Semi-pro orchestra, rehearsing for a program that included an extended version of Tchaikovsky's Sleeping Beauty Suite (the concert suite plus three additional dances from the ballet) and Respighi's Vetrate di Chiesa:
"Make it as rustic as you can -- like a good French bread."
"A nice big fortissimo, please. Let's see if we can set off the alarm again." (an alarm interrupted the rehearsal 15 minutes earlier)
"It's not German music, it's [in Russian accent] Russian trying to be French."
"Vodka before, vodka after, who cares about bowings?"
"Give this a church-like feel. We're all going to confession."
"Violas, why are you so aggressive? It reminds me of some of my favorite guitar moments... electric guitar." (launches into air guitar solo)
Assistant conductor: "Our green room will be called the Purple Room. I know that's confusing..."
Violist: "That's okay, some of us are color-blind anyway."

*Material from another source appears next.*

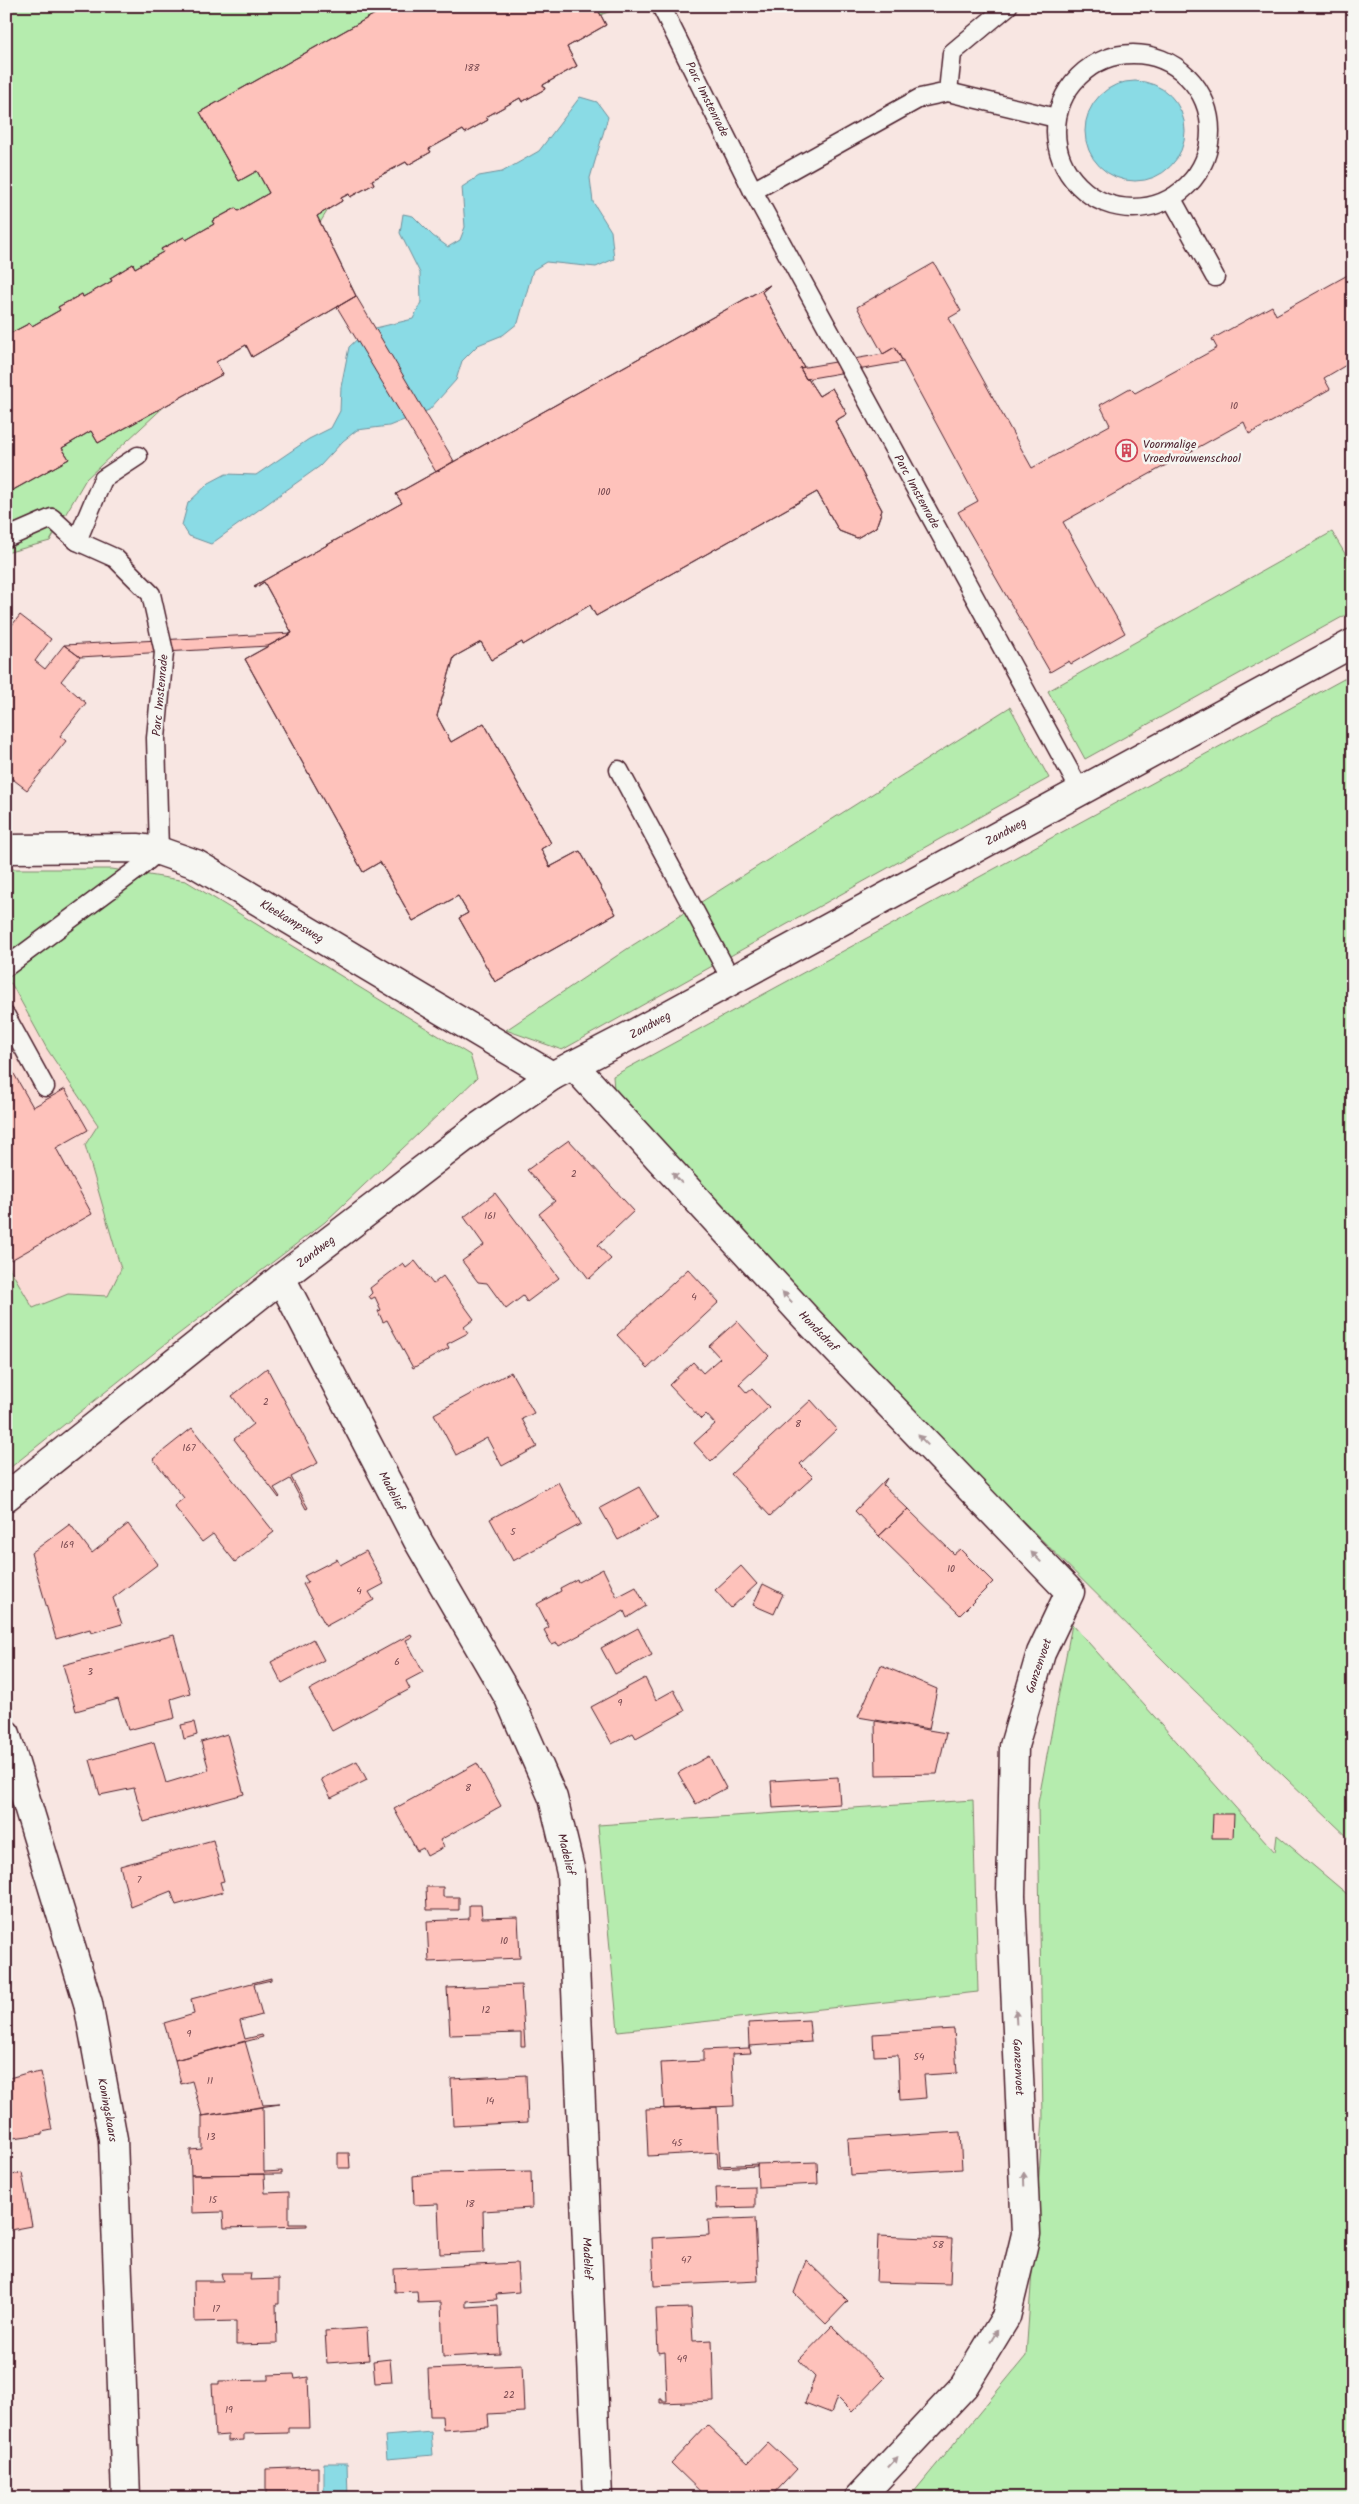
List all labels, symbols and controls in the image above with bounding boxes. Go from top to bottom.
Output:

Semi-pro orchestra, rehearsing for an upcoming concert featuring Mozart's 25th Symphony and Richard Strauss's Don Quixote:
"Piú pesante. Nice and fat, you know?" (on the Sancho Panza theme)
"Give me four bars before 57... five bars, it's cheaper!"
"Ah, the wind machine. Just as Mozart would have wanted." (percussionists were packing up while we rehearsed Mozart)
"We have all these delicate things, and then this annoying, interrupting stuff... that should be you! You need to come in and be as annoying as possible."
"Suddenly, after a few pints of beer, 31 arrives."
"They're on a boat! ....... but they have no oars ....... which is a little bad."
Community orchestra:
"It's very Wagnerian... meets pops!"
"Make the first measure slightly more beautiful... with A-flats."
"Play lushly... like a lush."
"When we see these dotted rhythms, I know we always think it's gotta be short, or the audience will think we're playing triplets and throw pineapples at us, but in this tempo we can play the 16th a little longer..."
"Un poco pesante: a little peasant."
"It's from Wikipedia, so you know it's true."